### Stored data
--
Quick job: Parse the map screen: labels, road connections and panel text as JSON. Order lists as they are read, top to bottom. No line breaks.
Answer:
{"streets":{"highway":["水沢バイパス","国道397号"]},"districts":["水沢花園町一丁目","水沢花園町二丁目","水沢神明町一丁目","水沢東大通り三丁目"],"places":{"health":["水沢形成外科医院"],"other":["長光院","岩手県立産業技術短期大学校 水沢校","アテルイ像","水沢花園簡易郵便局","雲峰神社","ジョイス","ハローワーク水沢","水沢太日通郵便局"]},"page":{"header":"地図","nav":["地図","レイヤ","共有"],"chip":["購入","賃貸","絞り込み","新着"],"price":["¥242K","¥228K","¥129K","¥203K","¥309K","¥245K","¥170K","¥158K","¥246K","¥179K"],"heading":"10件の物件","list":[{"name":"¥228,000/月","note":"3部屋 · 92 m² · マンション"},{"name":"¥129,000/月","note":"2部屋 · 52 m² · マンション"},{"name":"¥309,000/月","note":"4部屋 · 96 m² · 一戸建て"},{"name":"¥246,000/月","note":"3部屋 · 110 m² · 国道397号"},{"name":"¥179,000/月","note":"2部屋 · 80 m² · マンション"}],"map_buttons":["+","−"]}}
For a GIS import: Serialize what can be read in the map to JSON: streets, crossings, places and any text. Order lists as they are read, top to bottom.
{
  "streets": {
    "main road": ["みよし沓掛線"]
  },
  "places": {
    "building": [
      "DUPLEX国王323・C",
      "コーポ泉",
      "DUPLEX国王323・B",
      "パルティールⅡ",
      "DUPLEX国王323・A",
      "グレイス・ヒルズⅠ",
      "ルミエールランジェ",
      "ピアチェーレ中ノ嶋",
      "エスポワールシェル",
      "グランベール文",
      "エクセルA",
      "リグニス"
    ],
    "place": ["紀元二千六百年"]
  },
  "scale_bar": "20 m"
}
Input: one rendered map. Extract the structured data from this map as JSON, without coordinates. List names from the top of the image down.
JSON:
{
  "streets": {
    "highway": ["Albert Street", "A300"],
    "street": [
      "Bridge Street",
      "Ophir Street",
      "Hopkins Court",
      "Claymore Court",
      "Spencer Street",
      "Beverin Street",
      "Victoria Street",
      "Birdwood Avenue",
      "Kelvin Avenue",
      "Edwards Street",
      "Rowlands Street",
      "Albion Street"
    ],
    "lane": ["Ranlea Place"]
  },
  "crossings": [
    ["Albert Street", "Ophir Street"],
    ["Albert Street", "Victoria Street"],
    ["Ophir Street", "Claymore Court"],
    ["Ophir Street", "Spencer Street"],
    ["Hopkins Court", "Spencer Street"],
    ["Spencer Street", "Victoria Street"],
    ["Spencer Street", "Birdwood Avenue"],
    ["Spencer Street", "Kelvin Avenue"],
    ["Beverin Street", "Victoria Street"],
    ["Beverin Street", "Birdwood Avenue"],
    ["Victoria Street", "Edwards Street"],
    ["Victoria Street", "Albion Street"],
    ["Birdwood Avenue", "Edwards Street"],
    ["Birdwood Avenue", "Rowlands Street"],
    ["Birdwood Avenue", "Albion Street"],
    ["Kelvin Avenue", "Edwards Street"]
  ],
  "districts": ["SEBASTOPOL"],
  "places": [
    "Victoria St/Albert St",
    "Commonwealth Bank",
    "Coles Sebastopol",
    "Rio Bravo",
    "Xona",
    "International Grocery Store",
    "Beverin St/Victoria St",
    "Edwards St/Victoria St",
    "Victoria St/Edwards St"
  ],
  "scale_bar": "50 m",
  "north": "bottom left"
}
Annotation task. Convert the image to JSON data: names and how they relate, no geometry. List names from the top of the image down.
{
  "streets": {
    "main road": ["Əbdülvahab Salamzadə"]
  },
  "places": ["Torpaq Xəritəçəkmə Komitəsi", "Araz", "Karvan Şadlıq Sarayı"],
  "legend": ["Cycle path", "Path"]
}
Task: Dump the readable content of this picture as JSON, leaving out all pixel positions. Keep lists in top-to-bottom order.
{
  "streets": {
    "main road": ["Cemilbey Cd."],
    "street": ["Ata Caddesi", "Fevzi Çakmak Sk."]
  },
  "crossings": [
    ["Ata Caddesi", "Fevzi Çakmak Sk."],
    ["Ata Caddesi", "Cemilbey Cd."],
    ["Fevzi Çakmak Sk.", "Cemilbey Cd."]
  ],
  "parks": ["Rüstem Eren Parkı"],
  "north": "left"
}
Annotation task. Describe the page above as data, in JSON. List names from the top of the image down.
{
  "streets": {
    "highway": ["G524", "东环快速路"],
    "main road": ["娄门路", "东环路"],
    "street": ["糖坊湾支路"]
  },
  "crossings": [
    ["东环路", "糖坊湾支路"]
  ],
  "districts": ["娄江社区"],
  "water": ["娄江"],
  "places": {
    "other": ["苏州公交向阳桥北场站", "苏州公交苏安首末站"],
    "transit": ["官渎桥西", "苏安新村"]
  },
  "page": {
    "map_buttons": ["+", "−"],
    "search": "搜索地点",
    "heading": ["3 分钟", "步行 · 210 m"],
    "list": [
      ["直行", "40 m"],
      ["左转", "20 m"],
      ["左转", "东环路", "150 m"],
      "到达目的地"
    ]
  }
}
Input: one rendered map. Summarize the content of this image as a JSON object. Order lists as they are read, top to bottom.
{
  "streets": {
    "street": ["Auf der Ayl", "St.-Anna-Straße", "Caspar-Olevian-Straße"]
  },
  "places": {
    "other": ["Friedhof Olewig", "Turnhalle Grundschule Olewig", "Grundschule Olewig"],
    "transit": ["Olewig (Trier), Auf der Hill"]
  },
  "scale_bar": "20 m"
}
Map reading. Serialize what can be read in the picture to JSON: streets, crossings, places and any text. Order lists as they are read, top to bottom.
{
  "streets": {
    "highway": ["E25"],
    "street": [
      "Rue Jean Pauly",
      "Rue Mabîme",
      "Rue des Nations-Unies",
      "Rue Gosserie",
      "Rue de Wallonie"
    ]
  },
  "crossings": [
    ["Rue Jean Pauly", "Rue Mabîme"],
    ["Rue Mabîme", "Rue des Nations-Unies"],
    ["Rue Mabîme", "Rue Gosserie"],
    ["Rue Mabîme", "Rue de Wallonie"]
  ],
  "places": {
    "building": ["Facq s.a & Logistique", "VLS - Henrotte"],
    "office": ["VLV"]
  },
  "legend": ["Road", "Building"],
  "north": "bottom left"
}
--
### EXERCISE DETAILS
Repeat only the lines starting at the one that contains "Input: one rendered map. Summarize" and ending at the last line above, exactly as written.

### YOUR RESPONSE
Input: one rendered map. Summarize the content of this image as a JSON object. Order lists as they are read, top to bottom.
{
  "streets": {
    "street": ["Auf der Ayl", "St.-Anna-Straße", "Caspar-Olevian-Straße"]
  },
  "places": {
    "other": ["Friedhof Olewig", "Turnhalle Grundschule Olewig", "Grundschule Olewig"],
    "transit": ["Olewig (Trier), Auf der Hill"]
  },
  "scale_bar": "20 m"
}
Map reading. Serialize what can be read in the picture to JSON: streets, crossings, places and any text. Order lists as they are read, top to bottom.
{
  "streets": {
    "highway": ["E25"],
    "street": [
      "Rue Jean Pauly",
      "Rue Mabîme",
      "Rue des Nations-Unies",
      "Rue Gosserie",
      "Rue de Wallonie"
    ]
  },
  "crossings": [
    ["Rue Jean Pauly", "Rue Mabîme"],
    ["Rue Mabîme", "Rue des Nations-Unies"],
    ["Rue Mabîme", "Rue Gosserie"],
    ["Rue Mabîme", "Rue de Wallonie"]
  ],
  "places": {
    "building": ["Facq s.a & Logistique", "VLS - Henrotte"],
    "office": ["VLV"]
  },
  "legend": ["Road", "Building"],
  "north": "bottom left"
}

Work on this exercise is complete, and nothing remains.